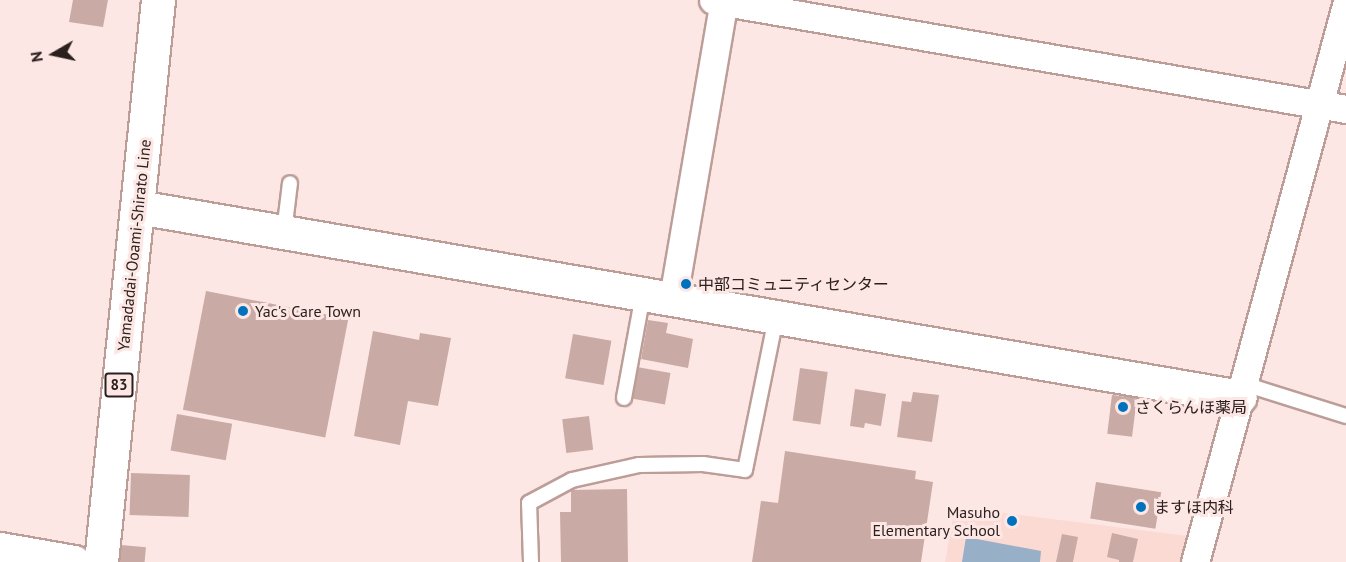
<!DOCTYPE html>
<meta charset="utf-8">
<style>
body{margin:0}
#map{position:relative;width:1346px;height:562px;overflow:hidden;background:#fce7e4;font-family:"PT Sans","Noto Sans JP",sans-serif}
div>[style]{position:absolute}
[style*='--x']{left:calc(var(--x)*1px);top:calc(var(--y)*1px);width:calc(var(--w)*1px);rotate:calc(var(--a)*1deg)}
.built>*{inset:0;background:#fcdad4}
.water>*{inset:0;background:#97afc7}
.building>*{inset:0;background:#caaaa5;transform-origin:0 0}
.roads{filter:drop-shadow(2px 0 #bc9d98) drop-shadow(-2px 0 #bc9d98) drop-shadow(0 2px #bc9d98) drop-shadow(0 -2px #bc9d98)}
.lane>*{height:14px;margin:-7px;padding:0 7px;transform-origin:7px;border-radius:7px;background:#fff}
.street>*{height:27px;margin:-13.5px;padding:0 13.5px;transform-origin:13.5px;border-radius:13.5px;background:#fff}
.secondary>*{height:33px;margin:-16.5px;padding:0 16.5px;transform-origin:16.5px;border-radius:16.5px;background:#fff}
.primary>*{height:33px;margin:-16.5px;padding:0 16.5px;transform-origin:16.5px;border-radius:16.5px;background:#fff}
.dots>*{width:16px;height:16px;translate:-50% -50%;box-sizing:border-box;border:3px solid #fce7e4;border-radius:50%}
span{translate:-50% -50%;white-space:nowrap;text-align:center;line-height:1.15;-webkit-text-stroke:6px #fce7e4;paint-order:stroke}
.shield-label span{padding:2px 4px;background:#fce7e4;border:2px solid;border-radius:4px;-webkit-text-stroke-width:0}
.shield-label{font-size:15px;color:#2c201e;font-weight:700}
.street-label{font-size:16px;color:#2c201e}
.poi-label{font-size:16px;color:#2c201e}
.left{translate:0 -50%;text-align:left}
.right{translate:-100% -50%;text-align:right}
.north{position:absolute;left:24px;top:24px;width:60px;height:60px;-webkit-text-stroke:4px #fce7e4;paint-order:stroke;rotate:261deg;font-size:16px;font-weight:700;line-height:24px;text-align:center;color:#2c201e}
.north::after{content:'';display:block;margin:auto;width:21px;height:27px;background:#2c201e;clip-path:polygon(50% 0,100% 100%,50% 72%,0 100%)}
</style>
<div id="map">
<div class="built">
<i style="clip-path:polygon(955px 507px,1188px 536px,1181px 562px,945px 562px)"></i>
</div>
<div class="water">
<i style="clip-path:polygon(966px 537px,1041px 551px,1040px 562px,962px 562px)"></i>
</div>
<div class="building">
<i style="clip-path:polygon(73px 0,108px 0,103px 27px,69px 22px)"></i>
<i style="left:206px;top:291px;width:145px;height:121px;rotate:11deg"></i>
<i style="clip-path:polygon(648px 320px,668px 323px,666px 333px,693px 339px,688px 368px,641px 359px)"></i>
<i style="clip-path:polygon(373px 331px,419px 340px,420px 333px,451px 338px,438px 406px,408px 401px,400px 445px,354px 436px)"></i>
<i style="left:573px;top:334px;width:39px;height:45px;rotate:10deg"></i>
<i style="left:637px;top:367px;width:34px;height:32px;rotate:10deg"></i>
<i style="left:800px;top:368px;width:28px;height:53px;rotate:8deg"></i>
<i style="clip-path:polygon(855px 389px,886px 394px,881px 426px,865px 423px,864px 428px,850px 426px)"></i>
<i style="clip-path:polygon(913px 392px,939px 395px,932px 442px,897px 437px,902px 401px,911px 402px)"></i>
<i style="left:1112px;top:395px;width:25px;height:39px;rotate:7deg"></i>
<i style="left:177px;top:414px;width:56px;height:37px;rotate:10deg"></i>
<i style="left:589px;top:416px;width:34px;height:27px;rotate:83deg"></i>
<i style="clip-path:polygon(785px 451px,916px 471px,915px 479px,933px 482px,921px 562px,752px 562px,761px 501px,778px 503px)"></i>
<i style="left:131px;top:473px;width:59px;height:42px;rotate:2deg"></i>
<i style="left:1096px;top:482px;width:66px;height:37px;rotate:9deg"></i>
<i style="clip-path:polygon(627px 489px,628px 562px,561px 562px,560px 512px,571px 512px,571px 490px)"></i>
<i style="clip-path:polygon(1112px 533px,1138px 539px,1133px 562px,1119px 562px,1119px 560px,1107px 557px)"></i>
<i style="clip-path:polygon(1062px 534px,1078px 537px,1073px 562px,1056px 562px)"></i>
<i style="left:121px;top:545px;width:25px;height:17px;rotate:5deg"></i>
</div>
<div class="roads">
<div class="lane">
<i style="--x:284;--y:232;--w:49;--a:-83"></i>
<i style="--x:1244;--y:384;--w:107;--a:17.4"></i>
<i style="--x:624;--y:398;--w:106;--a:-79.6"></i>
<i style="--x:531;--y:562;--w:59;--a:-91.9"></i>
<i style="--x:529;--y:503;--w:49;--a:-28.1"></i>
<i style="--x:572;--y:480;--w:69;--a:-12.6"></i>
<i style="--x:639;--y:465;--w:64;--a:-0.9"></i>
<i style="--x:703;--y:464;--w:42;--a:8.1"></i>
<i style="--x:745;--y:470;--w:156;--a:-78.5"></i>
</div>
<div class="street">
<i style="--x:713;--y:0;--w:642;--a:9.77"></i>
<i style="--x:673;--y:298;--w:302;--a:-80.3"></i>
<i style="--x:1195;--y:562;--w:577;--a:-74.83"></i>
</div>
<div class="secondary">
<i style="--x:138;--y:207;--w:1118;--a:9.78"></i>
<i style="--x:0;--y:549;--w:75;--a:10"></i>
</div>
<div class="primary">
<i style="--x:101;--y:562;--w:565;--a:-84.21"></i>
</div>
</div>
<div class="dots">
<i style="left:686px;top:284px;background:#0072bd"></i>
<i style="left:243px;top:311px;background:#0072bd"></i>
<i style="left:1123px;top:407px;background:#0072bd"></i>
<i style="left:1141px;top:507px;background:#0072bd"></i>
<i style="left:1012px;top:521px;background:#0072bd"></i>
</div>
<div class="shield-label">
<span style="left:119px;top:385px">83</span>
</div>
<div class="street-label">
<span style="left:134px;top:245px;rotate:-84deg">Yamadadai-Ooami-Shirato Line</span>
</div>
<div class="poi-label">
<span class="left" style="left:698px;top:284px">中部コミュニティセンター</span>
<span class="left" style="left:255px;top:311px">Yac's Care Town</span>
<span class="left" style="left:1135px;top:407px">さくらんほ薬局</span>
<span class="left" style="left:1154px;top:507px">ますほ内科</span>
<span class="right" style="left:1000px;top:521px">Masuho<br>Elementary School</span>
</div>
<div class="north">N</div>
</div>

_ _ _ _ _ _ _

The lines in the entries above that carry the word "lane" must be copied.

● **Result of this task**:
.lane>*{height:14px;margin:-7px;padding:0 7px;transform-origin:7px;border-radius:7px;background:#fff}
<div class="lane">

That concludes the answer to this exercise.